> PROBLEM DETAILS
Review the material line by line. Identify and copy every line that contains the string "trip".
################
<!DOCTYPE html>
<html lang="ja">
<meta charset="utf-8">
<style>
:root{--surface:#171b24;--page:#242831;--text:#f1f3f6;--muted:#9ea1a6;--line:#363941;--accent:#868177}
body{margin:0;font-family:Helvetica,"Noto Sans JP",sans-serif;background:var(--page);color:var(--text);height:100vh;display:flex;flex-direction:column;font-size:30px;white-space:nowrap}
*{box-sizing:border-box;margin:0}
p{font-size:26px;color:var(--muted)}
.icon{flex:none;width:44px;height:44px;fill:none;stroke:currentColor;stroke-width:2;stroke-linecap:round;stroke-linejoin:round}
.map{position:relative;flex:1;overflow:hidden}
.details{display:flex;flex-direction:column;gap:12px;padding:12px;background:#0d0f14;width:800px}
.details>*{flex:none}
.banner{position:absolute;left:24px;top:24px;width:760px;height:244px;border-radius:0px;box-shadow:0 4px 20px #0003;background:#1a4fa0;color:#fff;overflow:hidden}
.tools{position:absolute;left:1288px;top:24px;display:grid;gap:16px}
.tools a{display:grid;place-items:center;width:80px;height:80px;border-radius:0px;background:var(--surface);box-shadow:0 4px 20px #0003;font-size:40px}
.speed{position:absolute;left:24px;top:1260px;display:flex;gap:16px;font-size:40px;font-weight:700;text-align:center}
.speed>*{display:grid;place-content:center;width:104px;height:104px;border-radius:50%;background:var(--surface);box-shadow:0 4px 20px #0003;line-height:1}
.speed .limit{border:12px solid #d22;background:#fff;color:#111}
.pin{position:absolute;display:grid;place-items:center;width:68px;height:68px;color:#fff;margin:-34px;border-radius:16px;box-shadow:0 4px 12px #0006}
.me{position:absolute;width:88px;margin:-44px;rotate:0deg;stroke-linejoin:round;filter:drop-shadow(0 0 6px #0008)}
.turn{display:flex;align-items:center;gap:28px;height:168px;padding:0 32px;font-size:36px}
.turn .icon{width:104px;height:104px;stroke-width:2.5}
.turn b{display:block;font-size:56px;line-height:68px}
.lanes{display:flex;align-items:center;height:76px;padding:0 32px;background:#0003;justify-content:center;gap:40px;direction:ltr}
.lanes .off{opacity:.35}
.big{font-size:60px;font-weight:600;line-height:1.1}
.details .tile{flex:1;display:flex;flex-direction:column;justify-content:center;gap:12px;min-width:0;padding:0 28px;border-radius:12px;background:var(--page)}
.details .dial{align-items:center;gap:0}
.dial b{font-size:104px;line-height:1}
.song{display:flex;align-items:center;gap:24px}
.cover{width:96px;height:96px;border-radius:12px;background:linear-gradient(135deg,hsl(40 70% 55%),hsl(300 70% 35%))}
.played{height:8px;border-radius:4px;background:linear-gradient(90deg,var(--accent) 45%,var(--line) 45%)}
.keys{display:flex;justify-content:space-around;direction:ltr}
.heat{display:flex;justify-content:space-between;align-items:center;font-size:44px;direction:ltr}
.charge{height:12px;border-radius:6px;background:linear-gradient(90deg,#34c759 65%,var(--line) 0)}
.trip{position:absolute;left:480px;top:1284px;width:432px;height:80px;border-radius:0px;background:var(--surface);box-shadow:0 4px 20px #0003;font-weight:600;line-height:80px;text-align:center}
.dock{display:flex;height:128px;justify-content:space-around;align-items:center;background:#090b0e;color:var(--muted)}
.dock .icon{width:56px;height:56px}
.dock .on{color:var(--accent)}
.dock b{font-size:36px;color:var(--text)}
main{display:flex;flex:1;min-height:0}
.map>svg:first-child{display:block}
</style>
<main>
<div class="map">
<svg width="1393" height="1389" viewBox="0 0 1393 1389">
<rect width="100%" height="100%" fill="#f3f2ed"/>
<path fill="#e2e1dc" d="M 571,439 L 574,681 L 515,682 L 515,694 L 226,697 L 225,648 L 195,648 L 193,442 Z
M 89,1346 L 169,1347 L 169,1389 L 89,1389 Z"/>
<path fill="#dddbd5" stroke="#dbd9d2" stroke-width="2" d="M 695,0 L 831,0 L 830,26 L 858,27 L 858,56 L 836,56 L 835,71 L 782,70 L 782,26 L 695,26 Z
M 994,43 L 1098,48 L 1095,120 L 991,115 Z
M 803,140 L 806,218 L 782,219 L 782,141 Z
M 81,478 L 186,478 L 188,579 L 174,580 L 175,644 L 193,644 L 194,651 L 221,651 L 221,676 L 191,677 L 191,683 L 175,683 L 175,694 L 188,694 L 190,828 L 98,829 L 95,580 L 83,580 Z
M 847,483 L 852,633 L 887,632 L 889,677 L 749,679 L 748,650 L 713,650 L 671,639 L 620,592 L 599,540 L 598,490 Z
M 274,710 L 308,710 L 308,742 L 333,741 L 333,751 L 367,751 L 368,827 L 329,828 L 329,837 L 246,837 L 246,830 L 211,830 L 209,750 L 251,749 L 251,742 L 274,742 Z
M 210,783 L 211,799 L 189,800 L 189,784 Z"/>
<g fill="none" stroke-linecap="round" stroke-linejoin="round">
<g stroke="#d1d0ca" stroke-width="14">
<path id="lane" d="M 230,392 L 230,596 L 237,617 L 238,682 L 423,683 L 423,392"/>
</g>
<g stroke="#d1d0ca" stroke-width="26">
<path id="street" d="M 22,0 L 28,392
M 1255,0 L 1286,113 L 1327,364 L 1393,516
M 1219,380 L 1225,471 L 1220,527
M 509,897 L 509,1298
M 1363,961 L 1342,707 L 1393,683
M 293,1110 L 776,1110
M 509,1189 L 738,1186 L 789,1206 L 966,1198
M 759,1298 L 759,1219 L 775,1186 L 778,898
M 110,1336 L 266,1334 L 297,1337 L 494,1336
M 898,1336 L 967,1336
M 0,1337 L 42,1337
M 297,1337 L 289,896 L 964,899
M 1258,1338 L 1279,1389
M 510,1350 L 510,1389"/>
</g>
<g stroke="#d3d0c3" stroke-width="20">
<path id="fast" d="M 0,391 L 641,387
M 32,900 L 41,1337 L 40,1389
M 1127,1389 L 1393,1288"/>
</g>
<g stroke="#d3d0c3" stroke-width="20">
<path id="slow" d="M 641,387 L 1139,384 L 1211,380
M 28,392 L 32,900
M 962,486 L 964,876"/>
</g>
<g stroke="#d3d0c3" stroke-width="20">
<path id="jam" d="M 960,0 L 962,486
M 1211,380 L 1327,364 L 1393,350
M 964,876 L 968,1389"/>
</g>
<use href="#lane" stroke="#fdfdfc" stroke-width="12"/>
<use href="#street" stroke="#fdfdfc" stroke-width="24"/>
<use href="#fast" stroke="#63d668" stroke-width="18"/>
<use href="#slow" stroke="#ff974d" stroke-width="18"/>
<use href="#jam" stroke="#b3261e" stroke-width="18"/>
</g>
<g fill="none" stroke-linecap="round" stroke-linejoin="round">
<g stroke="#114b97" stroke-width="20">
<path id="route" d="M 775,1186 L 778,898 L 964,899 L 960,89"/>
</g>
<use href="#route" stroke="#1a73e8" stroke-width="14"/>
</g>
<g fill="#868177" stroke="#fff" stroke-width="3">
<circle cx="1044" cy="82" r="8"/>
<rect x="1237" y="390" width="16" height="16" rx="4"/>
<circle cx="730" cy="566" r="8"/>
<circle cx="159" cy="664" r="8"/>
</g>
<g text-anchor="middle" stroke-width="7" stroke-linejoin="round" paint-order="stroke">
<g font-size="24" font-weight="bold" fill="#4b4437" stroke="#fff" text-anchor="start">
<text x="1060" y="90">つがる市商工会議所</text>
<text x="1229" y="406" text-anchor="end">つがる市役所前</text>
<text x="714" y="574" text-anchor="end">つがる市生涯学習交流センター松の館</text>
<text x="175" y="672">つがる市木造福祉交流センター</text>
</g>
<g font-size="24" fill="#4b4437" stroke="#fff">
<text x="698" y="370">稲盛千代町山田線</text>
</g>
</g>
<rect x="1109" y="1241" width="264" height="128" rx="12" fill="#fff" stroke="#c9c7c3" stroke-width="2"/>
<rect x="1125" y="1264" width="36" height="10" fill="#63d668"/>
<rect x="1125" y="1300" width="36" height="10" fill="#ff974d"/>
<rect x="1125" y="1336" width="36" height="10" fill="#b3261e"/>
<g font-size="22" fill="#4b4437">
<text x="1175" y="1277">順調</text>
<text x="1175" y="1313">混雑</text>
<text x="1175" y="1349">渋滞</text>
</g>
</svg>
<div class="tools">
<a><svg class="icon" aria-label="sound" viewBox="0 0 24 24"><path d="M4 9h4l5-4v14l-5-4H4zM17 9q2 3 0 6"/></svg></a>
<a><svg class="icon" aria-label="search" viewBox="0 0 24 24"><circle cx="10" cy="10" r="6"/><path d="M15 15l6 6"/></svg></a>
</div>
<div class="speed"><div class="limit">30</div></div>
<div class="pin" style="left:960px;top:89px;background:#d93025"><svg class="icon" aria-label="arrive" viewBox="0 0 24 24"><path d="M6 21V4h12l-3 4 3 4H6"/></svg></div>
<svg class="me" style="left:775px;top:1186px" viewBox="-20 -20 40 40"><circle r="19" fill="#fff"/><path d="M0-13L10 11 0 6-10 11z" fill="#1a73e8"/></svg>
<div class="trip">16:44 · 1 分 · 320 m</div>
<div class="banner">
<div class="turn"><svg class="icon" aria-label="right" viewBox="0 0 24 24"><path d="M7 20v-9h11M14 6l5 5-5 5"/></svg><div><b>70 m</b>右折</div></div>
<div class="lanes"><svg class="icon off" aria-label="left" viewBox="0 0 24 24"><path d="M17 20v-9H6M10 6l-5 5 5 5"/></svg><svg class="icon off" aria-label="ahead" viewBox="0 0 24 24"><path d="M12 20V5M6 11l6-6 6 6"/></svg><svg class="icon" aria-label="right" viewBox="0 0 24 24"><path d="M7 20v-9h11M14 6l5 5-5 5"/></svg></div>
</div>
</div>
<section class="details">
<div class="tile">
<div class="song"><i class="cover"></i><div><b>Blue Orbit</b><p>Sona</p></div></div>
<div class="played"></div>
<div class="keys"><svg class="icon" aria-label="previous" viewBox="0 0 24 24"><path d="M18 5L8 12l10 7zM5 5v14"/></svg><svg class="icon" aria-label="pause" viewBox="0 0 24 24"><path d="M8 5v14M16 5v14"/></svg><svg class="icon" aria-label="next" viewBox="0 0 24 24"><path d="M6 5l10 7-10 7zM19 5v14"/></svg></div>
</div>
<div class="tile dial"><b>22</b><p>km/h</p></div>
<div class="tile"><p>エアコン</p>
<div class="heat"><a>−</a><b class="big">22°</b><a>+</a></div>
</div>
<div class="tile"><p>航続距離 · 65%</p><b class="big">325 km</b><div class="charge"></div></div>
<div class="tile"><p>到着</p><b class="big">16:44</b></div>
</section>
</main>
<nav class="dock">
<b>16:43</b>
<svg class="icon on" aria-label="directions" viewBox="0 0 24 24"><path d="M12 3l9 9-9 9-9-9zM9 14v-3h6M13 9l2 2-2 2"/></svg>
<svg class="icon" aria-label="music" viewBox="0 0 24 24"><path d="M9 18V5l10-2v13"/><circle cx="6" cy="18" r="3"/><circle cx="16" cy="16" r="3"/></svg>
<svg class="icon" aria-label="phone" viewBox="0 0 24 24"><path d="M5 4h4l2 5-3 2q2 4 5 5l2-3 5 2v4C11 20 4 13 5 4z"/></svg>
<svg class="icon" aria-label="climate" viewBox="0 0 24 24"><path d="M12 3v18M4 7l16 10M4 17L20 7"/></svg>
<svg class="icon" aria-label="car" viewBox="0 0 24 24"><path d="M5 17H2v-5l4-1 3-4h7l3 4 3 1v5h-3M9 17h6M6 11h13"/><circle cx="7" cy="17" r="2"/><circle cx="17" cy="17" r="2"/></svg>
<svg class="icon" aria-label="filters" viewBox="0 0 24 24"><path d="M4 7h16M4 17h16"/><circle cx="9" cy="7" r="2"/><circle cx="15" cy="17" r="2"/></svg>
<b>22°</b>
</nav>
################
> ANSWER SECTION
.trip{position:absolute;left:480px;top:1284px;width:432px;height:80px;border-radius:0px;background:var(--surface);box-shadow:0 4px 20px #0003;font-weight:600;line-height:80px;text-align:center}
<div class="trip">16:44 · 1 分 · 320 m</div>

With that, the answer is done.